The New South Wales Greens also want better mitigation strategies such as buffer zones around new mines, its environmental spokeswoman Cate Faehrmann said.

"When we consider the high number of coal projects in the Hunter, it's outrageous that proper health impact studies haven't already been completed,” she said.

“This kind of information should be available during the planning and approvals process for new mines."

The Sydney University report was commissioned by Beyond Zero Emissions to provide an overview on the health effects and social justice impacts of coal mining on local communities.

The Hunter has more than 30 mostly open-cut coal mines and six active coal-fired power stations.

Studies from the US, the United Kingdom, Canada, Turkey, Israel and Asia indicate serious health impacts for communities living near coal mines and coal-combusting power stations, according to lead author associate professor Ruth Colagiuri.

“This comprehensive review of Australian and international health and medical literature underlines the pressing need for Australia to re-evaluate whether the overall health and social costs of Australia’s reliance on a coal economy will ultimately outweigh its economic benefits,” she said.

“Communities in the Hunter report feelings of powerlessness and distress and have no formal avenue for input into the granting of mining licenses.
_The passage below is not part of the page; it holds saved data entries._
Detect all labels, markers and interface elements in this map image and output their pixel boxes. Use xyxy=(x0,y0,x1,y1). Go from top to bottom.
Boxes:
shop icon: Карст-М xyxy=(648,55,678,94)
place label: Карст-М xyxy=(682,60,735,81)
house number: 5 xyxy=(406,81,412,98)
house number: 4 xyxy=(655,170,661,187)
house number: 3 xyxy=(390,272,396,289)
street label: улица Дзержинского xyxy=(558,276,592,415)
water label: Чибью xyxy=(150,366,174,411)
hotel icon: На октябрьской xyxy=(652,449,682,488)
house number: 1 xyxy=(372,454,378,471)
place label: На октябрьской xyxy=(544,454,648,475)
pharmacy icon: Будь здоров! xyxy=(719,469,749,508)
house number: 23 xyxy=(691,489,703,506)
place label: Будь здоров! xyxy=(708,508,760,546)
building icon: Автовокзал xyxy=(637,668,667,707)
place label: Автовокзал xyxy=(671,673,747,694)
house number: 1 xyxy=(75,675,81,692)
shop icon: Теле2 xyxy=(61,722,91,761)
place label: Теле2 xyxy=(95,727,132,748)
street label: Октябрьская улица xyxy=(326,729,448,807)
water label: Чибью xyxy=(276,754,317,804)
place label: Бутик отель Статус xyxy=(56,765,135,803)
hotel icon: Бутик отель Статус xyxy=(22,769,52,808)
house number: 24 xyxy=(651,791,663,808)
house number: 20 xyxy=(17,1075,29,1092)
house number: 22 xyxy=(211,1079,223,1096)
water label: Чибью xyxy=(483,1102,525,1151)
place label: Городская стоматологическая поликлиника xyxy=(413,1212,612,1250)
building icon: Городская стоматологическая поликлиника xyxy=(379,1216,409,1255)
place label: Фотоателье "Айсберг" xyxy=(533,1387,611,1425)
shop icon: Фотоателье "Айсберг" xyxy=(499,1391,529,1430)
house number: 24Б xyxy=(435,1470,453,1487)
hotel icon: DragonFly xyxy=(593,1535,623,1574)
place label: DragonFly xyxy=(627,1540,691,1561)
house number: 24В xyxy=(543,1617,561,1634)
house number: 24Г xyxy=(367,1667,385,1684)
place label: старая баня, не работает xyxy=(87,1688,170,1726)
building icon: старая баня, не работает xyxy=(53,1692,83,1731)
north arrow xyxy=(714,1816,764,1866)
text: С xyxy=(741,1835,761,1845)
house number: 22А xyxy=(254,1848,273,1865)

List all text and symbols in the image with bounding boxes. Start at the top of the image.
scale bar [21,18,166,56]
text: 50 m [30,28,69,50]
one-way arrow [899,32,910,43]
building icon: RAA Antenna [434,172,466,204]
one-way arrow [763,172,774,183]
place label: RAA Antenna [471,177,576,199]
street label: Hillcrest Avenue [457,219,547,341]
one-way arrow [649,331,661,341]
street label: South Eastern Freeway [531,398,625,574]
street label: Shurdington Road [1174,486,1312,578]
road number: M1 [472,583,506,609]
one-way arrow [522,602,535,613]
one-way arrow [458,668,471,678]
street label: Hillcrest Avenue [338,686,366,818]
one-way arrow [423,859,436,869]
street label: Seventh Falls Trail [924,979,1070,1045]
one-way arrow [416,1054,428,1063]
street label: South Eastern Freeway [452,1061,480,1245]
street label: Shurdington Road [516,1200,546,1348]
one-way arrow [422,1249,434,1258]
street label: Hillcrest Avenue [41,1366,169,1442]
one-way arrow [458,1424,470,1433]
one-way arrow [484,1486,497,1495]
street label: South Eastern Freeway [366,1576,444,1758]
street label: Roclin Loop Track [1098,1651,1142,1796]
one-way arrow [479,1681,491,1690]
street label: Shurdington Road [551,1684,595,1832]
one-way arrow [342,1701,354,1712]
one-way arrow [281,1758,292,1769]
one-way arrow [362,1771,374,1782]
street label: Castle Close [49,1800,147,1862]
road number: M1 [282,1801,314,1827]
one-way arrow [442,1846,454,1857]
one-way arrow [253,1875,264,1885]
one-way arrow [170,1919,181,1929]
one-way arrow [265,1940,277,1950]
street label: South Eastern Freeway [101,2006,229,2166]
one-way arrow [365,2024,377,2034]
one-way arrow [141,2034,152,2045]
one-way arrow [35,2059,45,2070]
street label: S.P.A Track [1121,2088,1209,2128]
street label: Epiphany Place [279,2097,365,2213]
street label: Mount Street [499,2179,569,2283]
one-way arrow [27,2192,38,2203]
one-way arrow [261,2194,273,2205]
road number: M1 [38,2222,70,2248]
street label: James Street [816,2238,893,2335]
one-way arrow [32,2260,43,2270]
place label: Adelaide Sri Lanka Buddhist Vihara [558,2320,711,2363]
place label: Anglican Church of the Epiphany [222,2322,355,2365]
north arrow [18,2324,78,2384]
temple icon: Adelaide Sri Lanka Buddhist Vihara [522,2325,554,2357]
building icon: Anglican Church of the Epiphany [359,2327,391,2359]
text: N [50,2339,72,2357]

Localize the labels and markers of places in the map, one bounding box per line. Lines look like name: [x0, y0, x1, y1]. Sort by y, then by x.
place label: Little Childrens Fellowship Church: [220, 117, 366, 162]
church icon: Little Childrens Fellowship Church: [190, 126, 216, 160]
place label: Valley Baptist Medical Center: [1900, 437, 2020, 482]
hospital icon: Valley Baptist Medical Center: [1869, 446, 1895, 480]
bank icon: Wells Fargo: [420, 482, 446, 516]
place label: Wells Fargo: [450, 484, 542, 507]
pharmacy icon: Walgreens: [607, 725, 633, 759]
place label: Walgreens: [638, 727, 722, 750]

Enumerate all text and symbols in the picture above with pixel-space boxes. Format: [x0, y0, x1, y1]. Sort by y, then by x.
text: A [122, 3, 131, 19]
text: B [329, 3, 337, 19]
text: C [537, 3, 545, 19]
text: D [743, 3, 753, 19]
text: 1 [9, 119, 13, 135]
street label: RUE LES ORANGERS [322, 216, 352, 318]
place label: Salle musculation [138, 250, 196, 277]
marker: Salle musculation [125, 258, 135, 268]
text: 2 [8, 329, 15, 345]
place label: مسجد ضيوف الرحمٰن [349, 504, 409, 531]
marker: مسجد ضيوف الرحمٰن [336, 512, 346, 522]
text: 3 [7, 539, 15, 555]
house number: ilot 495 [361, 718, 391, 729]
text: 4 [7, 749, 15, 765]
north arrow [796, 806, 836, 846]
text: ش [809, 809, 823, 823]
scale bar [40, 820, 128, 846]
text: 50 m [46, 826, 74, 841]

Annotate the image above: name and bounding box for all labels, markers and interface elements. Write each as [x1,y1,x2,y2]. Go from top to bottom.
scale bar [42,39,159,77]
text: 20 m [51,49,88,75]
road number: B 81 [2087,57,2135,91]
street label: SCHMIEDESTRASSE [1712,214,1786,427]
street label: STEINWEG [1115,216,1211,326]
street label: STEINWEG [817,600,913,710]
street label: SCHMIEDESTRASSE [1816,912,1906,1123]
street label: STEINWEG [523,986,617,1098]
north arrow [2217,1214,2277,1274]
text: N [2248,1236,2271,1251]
“The available international and local evidence about the health and social harms of living near coal mines or coal-fired power stations highlights the need for an urgent policy response to ensure transparency in arrangements between government and the mining industry and

community safeguards such as mandatory health impact assessments.

“We also urgently need well-designed local studies from Australia’s coal areas to generate evidence for the most informed decision possible about the future health of mining communities. The negative impacts we have identified have implications not only for this generation, but future ones,”

Faehrmann said the jump in particle emissions in the Hunter was in line with the jump in coal production. Dust mitigation efforts are not working, she said.

"What's clear is that a lot of the costs borne by local communities simply aren't being taken into account in the approvals process,” she said.

Among the problems identified in children and infants in coal communities were impaired growth and neurological development, high blood levels of heavy metals, higher prevalence of birth defects and a greater chance of being of low birth weight.

Adults have been shown to have higher rates of death from lung cancer and chronic heart, respiratory and kidney diseases. They also have increased chances of developing other cancers and hypertension. Some studies also show higher rates of miscarriages and stillbirths.

“Although there are differences in mining practises and standards across countries that may account for some of this excess death and illness, it is hard to imagine that at least some of this evidence would not apply to Australia,” Colagiuri said.